# Python Fundamentals

Python is often described as a high-level, object-oriented language that emphasizes readability and simplicity. But what does this really mean? At its core, Python is designed to let you express ideas with minimal effort, much like having a natural conversation rather than deciphering complex machine instructions. Unlike Stata, which is command-driven, Python is more like a versatile toolbox, allowing you to construct solutions with reusable and flexible components.

A key concept in Python is that everything is an object—numbers, text, lists, functions, and even the modules you import are all objects with properties (attributes) and actions they can perform (methods). Think of it like everyday objects: a car has attributes (color, brand, speed) and methods (accelerate, brake, honk). Similarly, a string in Python has attributes (its length) and methods (.upper() to capitalize it). This design makes Python intuitive and powerful. To "speak Python," you need to think in terms of objects and their interactions—just as you describe real-world objects and what they can do.


In [4]:
print("Hello CETers!")

Hello CETers!


### 0. Understanding what it means that Python is an object-oriented language, its logic and syntaxis, how data is stored, and conceptual differences in compared to Stata

When we say Python is an object-oriented language, think of it like organizing your tools in a toolbox. Each tool is like an "object" – say, a hammer or screwdriver – with its unique purpose and features. In Python, everything you use is an object, whether it’s a simple number, a text string, or a complex data structure. These objects are based on "classes," which you can think of as blueprints for creating specific tools, defining what the objects can do and how they work.
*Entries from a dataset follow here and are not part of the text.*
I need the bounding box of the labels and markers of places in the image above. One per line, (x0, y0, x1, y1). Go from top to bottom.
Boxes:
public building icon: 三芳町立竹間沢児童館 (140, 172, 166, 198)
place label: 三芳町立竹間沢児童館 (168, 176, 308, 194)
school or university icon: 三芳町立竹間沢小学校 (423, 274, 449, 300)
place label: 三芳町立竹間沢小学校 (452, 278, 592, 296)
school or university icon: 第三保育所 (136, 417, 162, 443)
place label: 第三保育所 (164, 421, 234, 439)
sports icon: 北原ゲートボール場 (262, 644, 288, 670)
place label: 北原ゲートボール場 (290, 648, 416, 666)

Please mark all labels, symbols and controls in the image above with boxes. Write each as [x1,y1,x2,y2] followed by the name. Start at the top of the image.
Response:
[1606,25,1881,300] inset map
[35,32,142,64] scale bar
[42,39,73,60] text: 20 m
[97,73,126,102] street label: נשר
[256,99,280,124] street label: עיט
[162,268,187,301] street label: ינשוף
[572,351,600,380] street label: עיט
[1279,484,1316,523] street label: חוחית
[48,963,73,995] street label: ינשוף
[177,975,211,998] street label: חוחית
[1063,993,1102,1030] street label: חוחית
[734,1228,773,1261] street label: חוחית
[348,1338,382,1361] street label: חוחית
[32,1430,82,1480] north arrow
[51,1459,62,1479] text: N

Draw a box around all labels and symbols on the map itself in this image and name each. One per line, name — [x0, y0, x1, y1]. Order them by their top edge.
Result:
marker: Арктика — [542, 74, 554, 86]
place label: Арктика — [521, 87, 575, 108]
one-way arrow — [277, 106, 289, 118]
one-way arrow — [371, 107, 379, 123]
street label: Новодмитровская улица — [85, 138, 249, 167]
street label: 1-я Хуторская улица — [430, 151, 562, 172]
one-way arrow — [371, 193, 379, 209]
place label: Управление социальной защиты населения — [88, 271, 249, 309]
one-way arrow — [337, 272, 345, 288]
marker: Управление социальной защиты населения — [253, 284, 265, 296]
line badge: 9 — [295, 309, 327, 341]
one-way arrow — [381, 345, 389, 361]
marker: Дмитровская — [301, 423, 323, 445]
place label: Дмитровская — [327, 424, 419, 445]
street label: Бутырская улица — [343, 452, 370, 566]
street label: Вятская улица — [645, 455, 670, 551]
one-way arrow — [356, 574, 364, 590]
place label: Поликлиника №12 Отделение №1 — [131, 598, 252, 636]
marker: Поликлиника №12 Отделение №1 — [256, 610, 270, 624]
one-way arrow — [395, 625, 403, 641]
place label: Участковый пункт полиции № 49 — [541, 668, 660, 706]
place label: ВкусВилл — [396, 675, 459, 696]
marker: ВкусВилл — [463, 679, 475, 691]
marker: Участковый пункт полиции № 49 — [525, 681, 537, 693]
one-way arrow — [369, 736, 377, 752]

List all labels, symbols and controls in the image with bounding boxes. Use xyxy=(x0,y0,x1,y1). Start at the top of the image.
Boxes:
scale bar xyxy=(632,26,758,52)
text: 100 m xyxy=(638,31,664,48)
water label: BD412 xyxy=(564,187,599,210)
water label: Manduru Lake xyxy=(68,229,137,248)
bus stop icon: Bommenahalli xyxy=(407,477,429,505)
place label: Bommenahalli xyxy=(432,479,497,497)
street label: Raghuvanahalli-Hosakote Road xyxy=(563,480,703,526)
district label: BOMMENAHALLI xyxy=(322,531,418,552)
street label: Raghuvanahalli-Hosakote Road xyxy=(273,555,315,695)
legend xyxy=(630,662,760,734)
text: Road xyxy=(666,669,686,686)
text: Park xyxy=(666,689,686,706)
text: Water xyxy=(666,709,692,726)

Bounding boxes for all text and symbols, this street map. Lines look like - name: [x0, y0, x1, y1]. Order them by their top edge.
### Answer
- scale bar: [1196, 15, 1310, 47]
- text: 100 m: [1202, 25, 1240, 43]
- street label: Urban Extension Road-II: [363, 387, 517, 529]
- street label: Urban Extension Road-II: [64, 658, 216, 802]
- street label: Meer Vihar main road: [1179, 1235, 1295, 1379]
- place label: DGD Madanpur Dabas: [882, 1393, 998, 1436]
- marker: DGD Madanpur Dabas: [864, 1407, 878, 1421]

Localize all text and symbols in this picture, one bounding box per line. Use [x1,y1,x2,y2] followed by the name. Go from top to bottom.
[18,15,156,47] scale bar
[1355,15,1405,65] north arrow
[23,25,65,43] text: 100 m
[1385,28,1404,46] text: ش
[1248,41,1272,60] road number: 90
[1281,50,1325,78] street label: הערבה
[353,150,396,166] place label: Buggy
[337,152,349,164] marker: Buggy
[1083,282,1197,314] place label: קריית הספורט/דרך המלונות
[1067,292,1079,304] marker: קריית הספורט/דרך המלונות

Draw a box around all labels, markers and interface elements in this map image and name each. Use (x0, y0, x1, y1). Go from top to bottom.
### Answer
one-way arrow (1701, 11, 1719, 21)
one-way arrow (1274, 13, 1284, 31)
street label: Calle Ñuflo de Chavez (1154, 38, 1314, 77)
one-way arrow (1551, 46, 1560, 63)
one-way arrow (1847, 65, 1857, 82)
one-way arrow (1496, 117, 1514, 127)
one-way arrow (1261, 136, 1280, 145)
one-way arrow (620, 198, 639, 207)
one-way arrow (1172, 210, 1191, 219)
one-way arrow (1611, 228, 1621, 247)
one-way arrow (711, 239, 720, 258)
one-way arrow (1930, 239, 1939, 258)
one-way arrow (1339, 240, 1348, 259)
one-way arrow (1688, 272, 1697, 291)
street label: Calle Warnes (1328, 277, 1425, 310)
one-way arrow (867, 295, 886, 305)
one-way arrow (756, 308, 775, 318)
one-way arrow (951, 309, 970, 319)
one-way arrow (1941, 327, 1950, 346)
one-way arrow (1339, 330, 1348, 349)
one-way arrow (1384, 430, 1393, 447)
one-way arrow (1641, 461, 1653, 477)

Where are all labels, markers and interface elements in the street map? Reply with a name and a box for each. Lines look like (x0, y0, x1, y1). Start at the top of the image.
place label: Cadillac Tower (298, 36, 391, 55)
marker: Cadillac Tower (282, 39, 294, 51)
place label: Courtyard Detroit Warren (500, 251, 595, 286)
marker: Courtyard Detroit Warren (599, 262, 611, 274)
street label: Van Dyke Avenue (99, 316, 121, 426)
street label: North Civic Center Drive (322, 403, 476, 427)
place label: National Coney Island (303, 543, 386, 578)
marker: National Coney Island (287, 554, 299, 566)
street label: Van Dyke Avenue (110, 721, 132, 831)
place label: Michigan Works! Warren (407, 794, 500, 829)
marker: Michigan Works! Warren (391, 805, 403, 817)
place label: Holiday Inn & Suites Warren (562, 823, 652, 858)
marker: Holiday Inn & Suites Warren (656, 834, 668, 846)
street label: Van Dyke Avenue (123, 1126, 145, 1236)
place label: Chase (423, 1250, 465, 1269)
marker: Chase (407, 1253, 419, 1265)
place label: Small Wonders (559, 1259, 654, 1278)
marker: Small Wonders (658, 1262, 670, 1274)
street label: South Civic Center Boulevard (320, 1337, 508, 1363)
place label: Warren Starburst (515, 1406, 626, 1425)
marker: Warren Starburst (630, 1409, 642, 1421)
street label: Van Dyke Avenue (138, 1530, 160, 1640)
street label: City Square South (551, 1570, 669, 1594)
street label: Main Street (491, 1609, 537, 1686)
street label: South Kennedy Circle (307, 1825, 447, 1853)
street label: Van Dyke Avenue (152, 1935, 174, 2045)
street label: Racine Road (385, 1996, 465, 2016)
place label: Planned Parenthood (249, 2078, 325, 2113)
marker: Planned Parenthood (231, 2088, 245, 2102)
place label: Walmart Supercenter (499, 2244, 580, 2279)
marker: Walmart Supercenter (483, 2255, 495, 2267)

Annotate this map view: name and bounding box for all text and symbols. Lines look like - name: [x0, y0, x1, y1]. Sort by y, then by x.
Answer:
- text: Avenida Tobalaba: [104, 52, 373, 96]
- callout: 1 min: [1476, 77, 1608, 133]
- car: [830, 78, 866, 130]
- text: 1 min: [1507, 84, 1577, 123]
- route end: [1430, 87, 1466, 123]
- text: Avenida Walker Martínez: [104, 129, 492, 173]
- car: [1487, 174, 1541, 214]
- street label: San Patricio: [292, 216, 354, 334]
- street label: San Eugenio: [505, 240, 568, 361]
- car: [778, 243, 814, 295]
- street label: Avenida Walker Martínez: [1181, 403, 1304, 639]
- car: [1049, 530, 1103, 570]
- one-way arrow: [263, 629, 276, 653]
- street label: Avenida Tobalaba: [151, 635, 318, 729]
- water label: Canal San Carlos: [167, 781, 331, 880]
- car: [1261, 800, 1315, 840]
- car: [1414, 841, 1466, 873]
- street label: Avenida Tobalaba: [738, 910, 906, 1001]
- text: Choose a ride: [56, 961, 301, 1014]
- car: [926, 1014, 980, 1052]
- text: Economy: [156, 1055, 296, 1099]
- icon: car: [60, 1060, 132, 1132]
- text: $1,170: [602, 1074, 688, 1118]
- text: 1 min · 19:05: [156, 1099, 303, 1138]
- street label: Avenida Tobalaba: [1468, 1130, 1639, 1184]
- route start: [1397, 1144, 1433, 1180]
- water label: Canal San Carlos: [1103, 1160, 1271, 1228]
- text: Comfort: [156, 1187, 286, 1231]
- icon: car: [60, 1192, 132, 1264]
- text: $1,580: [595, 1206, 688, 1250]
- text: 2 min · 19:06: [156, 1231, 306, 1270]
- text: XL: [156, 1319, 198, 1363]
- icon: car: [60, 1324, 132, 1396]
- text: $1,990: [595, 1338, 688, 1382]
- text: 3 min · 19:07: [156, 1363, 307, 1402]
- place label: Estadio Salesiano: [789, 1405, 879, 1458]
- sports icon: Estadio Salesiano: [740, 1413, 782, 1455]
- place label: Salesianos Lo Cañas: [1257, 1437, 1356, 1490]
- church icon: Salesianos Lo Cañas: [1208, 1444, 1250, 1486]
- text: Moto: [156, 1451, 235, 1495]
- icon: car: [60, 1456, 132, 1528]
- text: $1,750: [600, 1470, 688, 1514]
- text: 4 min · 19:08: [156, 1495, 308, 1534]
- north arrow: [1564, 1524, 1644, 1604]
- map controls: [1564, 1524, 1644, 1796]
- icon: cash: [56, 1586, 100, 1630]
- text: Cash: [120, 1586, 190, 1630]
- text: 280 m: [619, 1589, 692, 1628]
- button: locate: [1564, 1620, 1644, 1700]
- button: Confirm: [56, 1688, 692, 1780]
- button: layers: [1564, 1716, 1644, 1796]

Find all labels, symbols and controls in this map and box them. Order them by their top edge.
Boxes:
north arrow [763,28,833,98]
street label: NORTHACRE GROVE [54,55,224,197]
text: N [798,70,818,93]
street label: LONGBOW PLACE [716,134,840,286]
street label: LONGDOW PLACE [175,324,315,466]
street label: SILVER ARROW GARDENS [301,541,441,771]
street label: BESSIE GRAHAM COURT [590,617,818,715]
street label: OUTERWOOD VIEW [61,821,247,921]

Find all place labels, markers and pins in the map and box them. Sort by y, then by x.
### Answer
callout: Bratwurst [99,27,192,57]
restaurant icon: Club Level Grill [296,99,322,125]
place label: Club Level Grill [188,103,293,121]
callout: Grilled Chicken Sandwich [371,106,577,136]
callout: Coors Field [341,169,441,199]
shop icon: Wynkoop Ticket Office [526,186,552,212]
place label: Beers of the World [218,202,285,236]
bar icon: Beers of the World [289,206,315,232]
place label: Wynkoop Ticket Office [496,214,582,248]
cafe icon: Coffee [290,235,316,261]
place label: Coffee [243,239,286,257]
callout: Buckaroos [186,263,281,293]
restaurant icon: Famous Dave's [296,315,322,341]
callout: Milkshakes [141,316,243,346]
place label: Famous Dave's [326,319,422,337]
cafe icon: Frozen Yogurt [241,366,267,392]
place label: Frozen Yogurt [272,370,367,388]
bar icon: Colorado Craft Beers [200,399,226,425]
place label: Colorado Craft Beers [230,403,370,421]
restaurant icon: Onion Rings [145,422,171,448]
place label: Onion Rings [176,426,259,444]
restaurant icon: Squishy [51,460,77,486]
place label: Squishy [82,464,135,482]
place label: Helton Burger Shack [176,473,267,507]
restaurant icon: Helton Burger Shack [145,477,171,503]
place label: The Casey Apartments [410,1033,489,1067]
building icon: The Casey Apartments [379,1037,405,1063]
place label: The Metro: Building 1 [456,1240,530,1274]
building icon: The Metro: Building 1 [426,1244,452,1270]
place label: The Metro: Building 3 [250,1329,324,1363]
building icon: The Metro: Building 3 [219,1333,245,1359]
Because Python uses this approach, it makes it easier to organize and manage your code, especially as your projects get bigger. You can build your own custom tools (objects) by defining classes, and reuse them whenever needed. This concept is different from some other programming styles where operations are handled in a more straightforward, step-by-step manner without this kind of blueprint-based organization.

Comparing Python to Stata, which is software specifically designed for statistical analysis, there's a notable difference. Stata is more like a powerful calculator that lets you directly perform statistical tasks with simple commands. It’s tailored for data analysis functions and is quite user-friendly for that purpose. You type a command, and it processes the data accordingly.

On the other hand, Python is more like a Swiss Army knife. It’s highly versatile and can handle a wide range of tasks beyond just data analysis, such as building websites, automating tasks, and more. This versatility comes with a bit more complexity because you might have to understand some programming concepts to fully take advantage of it. But it also means Python offers more flexibility and power when you need to create custom solutions or handle various tasks within a single environment.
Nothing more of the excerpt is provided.